> PROBLEM DETAILS
Every line of the data below needs to be reproduced exactly.

Stored items:
= = =
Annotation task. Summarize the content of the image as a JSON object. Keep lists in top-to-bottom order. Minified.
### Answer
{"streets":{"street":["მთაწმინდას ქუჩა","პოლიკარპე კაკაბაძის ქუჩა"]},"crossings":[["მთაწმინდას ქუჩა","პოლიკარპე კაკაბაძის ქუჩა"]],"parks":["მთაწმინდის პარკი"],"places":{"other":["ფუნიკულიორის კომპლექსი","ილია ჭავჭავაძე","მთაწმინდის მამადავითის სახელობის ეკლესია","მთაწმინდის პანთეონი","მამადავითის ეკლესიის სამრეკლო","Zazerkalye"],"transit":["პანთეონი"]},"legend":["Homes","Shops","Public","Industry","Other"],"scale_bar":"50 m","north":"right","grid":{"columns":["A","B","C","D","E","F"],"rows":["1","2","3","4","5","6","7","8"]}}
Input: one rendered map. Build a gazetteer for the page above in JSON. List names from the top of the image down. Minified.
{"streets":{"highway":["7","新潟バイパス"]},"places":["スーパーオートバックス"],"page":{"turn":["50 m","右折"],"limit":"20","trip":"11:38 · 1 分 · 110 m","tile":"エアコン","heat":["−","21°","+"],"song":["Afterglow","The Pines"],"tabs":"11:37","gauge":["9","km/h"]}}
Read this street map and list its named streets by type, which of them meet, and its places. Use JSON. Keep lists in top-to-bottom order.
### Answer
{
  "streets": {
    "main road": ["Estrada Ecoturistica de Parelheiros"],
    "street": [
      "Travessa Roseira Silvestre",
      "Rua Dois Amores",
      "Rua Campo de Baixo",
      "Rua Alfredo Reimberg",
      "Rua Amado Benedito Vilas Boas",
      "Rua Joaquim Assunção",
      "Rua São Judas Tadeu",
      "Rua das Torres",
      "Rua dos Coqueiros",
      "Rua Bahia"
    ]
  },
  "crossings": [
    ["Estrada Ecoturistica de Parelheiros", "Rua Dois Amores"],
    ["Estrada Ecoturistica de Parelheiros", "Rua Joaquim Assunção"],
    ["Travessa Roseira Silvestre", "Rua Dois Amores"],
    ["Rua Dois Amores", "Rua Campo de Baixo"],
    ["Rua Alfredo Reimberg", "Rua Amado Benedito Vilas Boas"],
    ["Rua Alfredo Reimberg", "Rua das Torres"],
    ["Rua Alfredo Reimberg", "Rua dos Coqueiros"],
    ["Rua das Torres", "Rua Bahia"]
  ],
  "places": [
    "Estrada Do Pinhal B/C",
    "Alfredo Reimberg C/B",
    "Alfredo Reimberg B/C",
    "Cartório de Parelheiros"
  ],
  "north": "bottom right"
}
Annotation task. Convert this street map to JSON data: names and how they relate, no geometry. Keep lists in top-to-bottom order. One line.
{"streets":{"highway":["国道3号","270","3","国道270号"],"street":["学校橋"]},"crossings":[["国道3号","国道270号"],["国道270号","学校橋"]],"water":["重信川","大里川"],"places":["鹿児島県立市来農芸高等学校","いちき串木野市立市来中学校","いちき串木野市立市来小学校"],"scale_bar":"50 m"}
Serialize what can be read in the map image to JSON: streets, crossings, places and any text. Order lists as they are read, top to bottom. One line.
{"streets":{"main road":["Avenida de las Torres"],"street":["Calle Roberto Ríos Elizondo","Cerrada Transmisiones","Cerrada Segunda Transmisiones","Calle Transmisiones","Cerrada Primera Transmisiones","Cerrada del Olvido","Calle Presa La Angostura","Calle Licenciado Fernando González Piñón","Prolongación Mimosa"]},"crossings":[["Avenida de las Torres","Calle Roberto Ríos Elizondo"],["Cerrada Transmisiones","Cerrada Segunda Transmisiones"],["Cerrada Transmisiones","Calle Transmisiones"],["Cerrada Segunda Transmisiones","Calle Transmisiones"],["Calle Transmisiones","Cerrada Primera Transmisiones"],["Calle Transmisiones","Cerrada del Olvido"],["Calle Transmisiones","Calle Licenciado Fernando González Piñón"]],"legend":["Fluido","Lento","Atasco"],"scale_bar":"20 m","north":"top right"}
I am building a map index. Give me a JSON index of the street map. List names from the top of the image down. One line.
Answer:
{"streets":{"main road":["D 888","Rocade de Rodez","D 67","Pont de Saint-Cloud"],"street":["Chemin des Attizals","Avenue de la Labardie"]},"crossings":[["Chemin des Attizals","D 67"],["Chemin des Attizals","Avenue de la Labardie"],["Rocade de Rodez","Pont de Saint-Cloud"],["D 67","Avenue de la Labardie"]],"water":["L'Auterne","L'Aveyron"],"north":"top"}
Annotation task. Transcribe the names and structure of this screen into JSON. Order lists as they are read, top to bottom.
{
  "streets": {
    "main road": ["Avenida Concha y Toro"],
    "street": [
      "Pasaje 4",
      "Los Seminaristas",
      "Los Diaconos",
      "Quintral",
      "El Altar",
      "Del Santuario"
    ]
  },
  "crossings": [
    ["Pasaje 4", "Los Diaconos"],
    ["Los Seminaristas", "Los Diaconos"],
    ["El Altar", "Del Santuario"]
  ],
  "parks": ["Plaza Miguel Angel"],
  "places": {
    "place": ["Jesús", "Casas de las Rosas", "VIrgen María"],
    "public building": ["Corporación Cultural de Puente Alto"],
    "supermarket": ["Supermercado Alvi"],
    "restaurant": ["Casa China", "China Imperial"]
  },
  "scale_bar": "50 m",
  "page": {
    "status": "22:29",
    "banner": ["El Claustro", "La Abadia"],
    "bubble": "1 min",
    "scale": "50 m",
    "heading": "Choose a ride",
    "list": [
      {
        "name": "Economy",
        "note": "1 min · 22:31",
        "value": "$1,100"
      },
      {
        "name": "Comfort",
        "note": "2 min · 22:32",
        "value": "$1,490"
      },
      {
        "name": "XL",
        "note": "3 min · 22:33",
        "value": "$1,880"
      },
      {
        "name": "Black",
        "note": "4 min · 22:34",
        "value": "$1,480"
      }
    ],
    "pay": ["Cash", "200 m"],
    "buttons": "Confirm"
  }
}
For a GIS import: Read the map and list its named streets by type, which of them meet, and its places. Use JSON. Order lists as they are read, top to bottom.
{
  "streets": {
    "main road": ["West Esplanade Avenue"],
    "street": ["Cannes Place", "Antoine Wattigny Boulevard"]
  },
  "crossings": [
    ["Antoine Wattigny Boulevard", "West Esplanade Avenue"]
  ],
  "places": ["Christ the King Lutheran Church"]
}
= = =
> EXERCISE OUTPUT
Annotation task. Summarize the content of the image as a JSON object. Keep lists in top-to-bottom order. Minified.
### Answer
{"streets":{"street":["მთაწმინდას ქუჩა","პოლიკარპე კაკაბაძის ქუჩა"]},"crossings":[["მთაწმინდას ქუჩა","პოლიკარპე კაკაბაძის ქუჩა"]],"parks":["მთაწმინდის პარკი"],"places":{"other":["ფუნიკულიორის კომპლექსი","ილია ჭავჭავაძე","მთაწმინდის მამადავითის სახელობის ეკლესია","მთაწმინდის პანთეონი","მამადავითის ეკლესიის სამრეკლო","Zazerkalye"],"transit":["პანთეონი"]},"legend":["Homes","Shops","Public","Industry","Other"],"scale_bar":"50 m","north":"right","grid":{"columns":["A","B","C","D","E","F"],"rows":["1","2","3","4","5","6","7","8"]}}
Input: one rendered map. Build a gazetteer for the page above in JSON. List names from the top of the image down. Minified.
{"streets":{"highway":["7","新潟バイパス"]},"places":["スーパーオートバックス"],"page":{"turn":["50 m","右折"],"limit":"20","trip":"11:38 · 1 分 · 110 m","tile":"エアコン","heat":["−","21°","+"],"song":["Afterglow","The Pines"],"tabs":"11:37","gauge":["9","km/h"]}}
Read this street map and list its named streets by type, which of them meet, and its places. Use JSON. Keep lists in top-to-bottom order.
### Answer
{
  "streets": {
    "main road": ["Estrada Ecoturistica de Parelheiros"],
    "street": [
      "Travessa Roseira Silvestre",
      "Rua Dois Amores",
      "Rua Campo de Baixo",
      "Rua Alfredo Reimberg",
      "Rua Amado Benedito Vilas Boas",
      "Rua Joaquim Assunção",
      "Rua São Judas Tadeu",
      "Rua das Torres",
      "Rua dos Coqueiros",
      "Rua Bahia"
    ]
  },
  "crossings": [
    ["Estrada Ecoturistica de Parelheiros", "Rua Dois Amores"],
    ["Estrada Ecoturistica de Parelheiros", "Rua Joaquim Assunção"],
    ["Travessa Roseira Silvestre", "Rua Dois Amores"],
    ["Rua Dois Amores", "Rua Campo de Baixo"],
    ["Rua Alfredo Reimberg", "Rua Amado Benedito Vilas Boas"],
    ["Rua Alfredo Reimberg", "Rua das Torres"],
    ["Rua Alfredo Reimberg", "Rua dos Coqueiros"],
    ["Rua das Torres", "Rua Bahia"]
  ],
  "places": [
    "Estrada Do Pinhal B/C",
    "Alfredo Reimberg C/B",
    "Alfredo Reimberg B/C",
    "Cartório de Parelheiros"
  ],
  "north": "bottom right"
}
Annotation task. Convert this street map to JSON data: names and how they relate, no geometry. Keep lists in top-to-bottom order. One line.
{"streets":{"highway":["国道3号","270","3","国道270号"],"street":["学校橋"]},"crossings":[["国道3号","国道270号"],["国道270号","学校橋"]],"water":["重信川","大里川"],"places":["鹿児島県立市来農芸高等学校","いちき串木野市立市来中学校","いちき串木野市立市来小学校"],"scale_bar":"50 m"}
Serialize what can be read in the map image to JSON: streets, crossings, places and any text. Order lists as they are read, top to bottom. One line.
{"streets":{"main road":["Avenida de las Torres"],"street":["Calle Roberto Ríos Elizondo","Cerrada Transmisiones","Cerrada Segunda Transmisiones","Calle Transmisiones","Cerrada Primera Transmisiones","Cerrada del Olvido","Calle Presa La Angostura","Calle Licenciado Fernando González Piñón","Prolongación Mimosa"]},"crossings":[["Avenida de las Torres","Calle Roberto Ríos Elizondo"],["Cerrada Transmisiones","Cerrada Segunda Transmisiones"],["Cerrada Transmisiones","Calle Transmisiones"],["Cerrada Segunda Transmisiones","Calle Transmisiones"],["Calle Transmisiones","Cerrada Primera Transmisiones"],["Calle Transmisiones","Cerrada del Olvido"],["Calle Transmisiones","Calle Licenciado Fernando González Piñón"]],"legend":["Fluido","Lento","Atasco"],"scale_bar":"20 m","north":"top right"}
I am building a map index. Give me a JSON index of the street map. List names from the top of the image down. One line.
Answer:
{"streets":{"main road":["D 888","Rocade de Rodez","D 67","Pont de Saint-Cloud"],"street":["Chemin des Attizals","Avenue de la Labardie"]},"crossings":[["Chemin des Attizals","D 67"],["Chemin des Attizals","Avenue de la Labardie"],["Rocade de Rodez","Pont de Saint-Cloud"],["D 67","Avenue de la Labardie"]],"water":["L'Auterne","L'Aveyron"],"north":"top"}
Annotation task. Transcribe the names and structure of this screen into JSON. Order lists as they are read, top to bottom.
{
  "streets": {
    "main road": ["Avenida Concha y Toro"],
    "street": [
      "Pasaje 4",
      "Los Seminaristas",
      "Los Diaconos",
      "Quintral",
      "El Altar",
      "Del Santuario"
    ]
  },
  "crossings": [
    ["Pasaje 4", "Los Diaconos"],
    ["Los Seminaristas", "Los Diaconos"],
    ["El Altar", "Del Santuario"]
  ],
  "parks": ["Plaza Miguel Angel"],
  "places": {
    "place": ["Jesús", "Casas de las Rosas", "VIrgen María"],
    "public building": ["Corporación Cultural de Puente Alto"],
    "supermarket": ["Supermercado Alvi"],
    "restaurant": ["Casa China", "China Imperial"]
  },
  "scale_bar": "50 m",
  "page": {
    "status": "22:29",
    "banner": ["El Claustro", "La Abadia"],
    "bubble": "1 min",
    "scale": "50 m",
    "heading": "Choose a ride",
    "list": [
      {
        "name": "Economy",
        "note": "1 min · 22:31",
        "value": "$1,100"
      },
      {
        "name": "Comfort",
        "note": "2 min · 22:32",
        "value": "$1,490"
      },
      {
        "name": "XL",
        "note": "3 min · 22:33",
        "value": "$1,880"
      },
      {
        "name": "Black",
        "note": "4 min · 22:34",
        "value": "$1,480"
      }
    ],
    "pay": ["Cash", "200 m"],
    "buttons": "Confirm"
  }
}
For a GIS import: Read the map and list its named streets by type, which of them meet, and its places. Use JSON. Order lists as they are read, top to bottom.
{
  "streets": {
    "main road": ["West Esplanade Avenue"],
    "street": ["Cannes Place", "Antoine Wattigny Boulevard"]
  },
  "crossings": [
    ["Antoine Wattigny Boulevard", "West Esplanade Avenue"]
  ],
  "places": ["Christ the King Lutheran Church"]
}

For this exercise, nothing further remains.